## Exercise aim
Check every line below for the string "Fontes", and copy the lines that contain it.

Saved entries
⁂
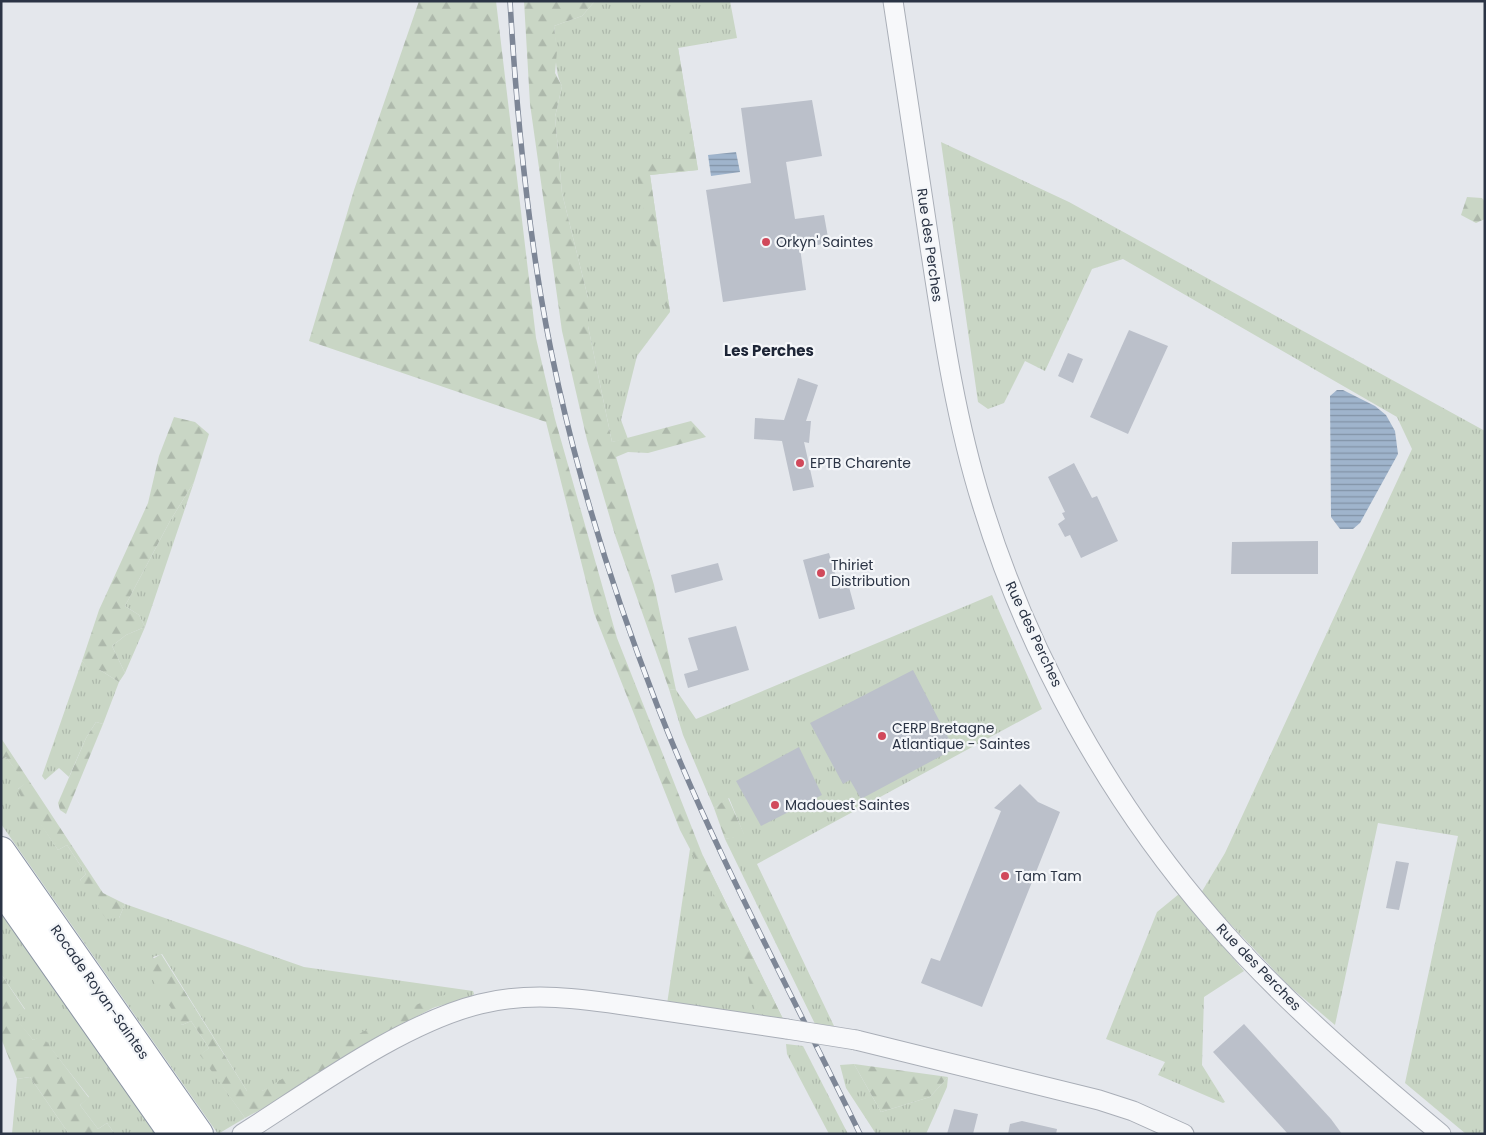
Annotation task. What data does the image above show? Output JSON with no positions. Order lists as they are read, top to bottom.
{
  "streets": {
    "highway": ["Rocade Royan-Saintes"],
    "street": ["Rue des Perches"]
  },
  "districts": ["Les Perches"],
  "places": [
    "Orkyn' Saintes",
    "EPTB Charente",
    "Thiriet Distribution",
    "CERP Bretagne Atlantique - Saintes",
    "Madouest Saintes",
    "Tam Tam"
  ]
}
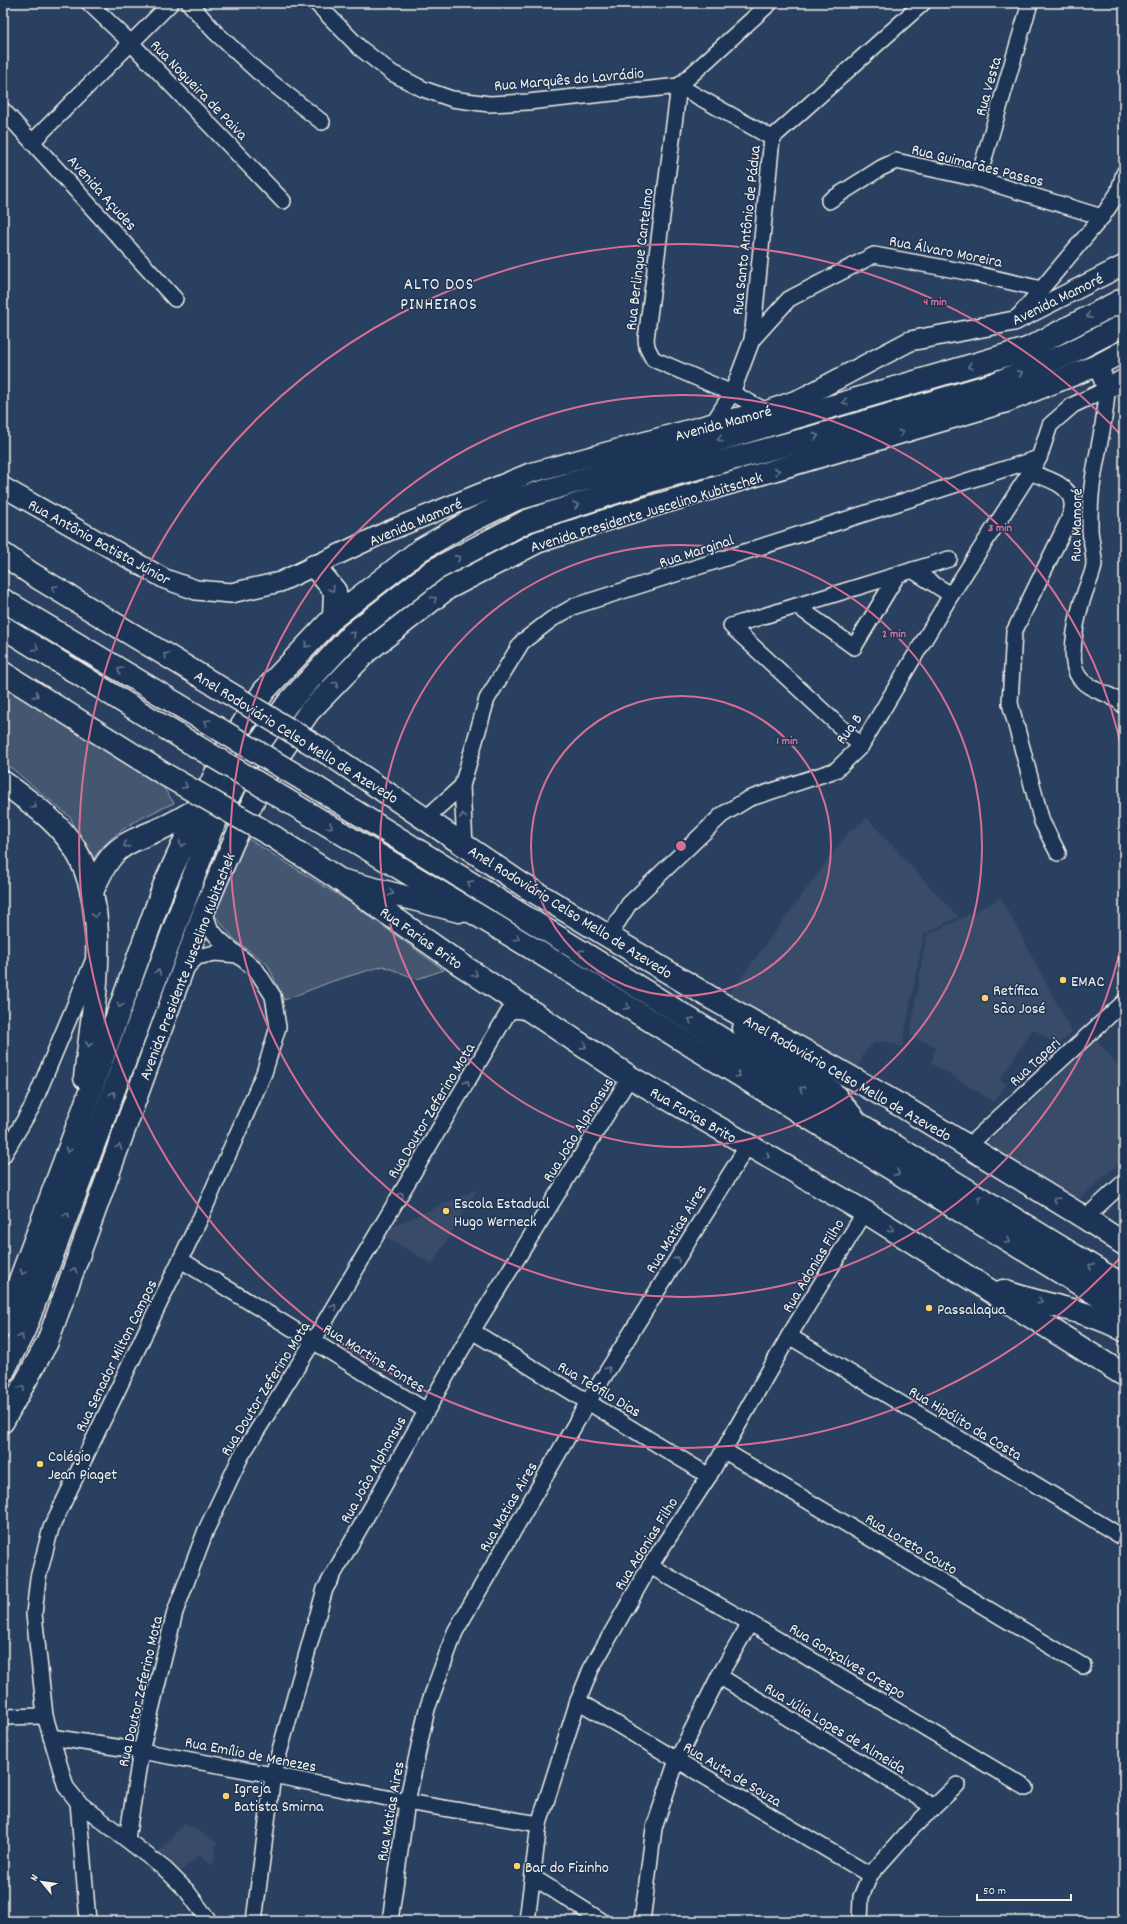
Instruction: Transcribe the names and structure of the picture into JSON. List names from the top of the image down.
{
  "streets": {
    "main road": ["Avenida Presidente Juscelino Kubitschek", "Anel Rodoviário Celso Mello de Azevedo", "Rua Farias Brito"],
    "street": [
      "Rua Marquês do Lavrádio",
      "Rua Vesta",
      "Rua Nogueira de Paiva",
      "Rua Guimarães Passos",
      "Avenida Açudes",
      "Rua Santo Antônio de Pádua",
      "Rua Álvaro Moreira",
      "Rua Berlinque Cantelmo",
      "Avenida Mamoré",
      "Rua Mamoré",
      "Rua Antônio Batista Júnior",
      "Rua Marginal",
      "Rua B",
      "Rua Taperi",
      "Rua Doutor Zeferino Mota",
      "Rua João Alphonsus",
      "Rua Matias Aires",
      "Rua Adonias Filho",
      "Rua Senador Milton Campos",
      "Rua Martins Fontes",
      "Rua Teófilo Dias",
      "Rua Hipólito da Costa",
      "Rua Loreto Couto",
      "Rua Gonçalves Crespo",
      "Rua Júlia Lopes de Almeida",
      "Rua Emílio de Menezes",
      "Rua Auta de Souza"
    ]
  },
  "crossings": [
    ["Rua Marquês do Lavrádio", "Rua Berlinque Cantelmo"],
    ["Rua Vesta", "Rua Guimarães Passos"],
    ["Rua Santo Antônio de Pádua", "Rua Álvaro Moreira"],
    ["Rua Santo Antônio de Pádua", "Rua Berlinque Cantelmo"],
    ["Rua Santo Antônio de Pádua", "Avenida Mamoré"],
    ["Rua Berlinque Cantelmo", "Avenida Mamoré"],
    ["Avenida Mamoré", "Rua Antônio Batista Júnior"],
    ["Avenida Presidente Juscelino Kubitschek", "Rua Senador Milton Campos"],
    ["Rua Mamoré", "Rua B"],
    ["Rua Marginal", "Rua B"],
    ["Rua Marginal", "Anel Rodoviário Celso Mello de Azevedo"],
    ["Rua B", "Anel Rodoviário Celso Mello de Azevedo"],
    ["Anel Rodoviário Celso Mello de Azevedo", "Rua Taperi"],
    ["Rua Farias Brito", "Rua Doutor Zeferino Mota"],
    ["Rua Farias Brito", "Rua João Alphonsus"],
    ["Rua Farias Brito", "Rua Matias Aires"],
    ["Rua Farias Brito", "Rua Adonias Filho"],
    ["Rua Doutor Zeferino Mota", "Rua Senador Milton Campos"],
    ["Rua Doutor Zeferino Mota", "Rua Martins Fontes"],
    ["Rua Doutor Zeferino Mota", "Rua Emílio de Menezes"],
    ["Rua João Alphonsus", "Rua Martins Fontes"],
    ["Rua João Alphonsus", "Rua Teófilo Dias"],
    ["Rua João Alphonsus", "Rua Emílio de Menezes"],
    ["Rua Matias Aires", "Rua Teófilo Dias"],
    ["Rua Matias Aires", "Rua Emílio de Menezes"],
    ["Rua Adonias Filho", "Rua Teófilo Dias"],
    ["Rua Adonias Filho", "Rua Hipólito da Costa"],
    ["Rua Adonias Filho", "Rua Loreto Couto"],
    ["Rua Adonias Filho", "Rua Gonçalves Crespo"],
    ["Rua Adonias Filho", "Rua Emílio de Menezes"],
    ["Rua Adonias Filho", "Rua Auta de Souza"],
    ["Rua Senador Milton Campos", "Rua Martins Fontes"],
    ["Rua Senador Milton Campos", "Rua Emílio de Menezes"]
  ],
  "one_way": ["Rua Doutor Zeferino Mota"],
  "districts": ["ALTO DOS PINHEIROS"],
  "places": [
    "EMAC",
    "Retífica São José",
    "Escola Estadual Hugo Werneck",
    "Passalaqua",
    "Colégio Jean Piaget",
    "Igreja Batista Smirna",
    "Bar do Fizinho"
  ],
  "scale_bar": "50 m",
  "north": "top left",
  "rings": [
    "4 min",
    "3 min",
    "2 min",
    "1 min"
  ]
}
⁂
## Written solution
      "Rua Martins Fontes",
    ["Rua Doutor Zeferino Mota", "Rua Martins Fontes"],
    ["Rua João Alphonsus", "Rua Martins Fontes"],
    ["Rua Senador Milton Campos", "Rua Martins Fontes"],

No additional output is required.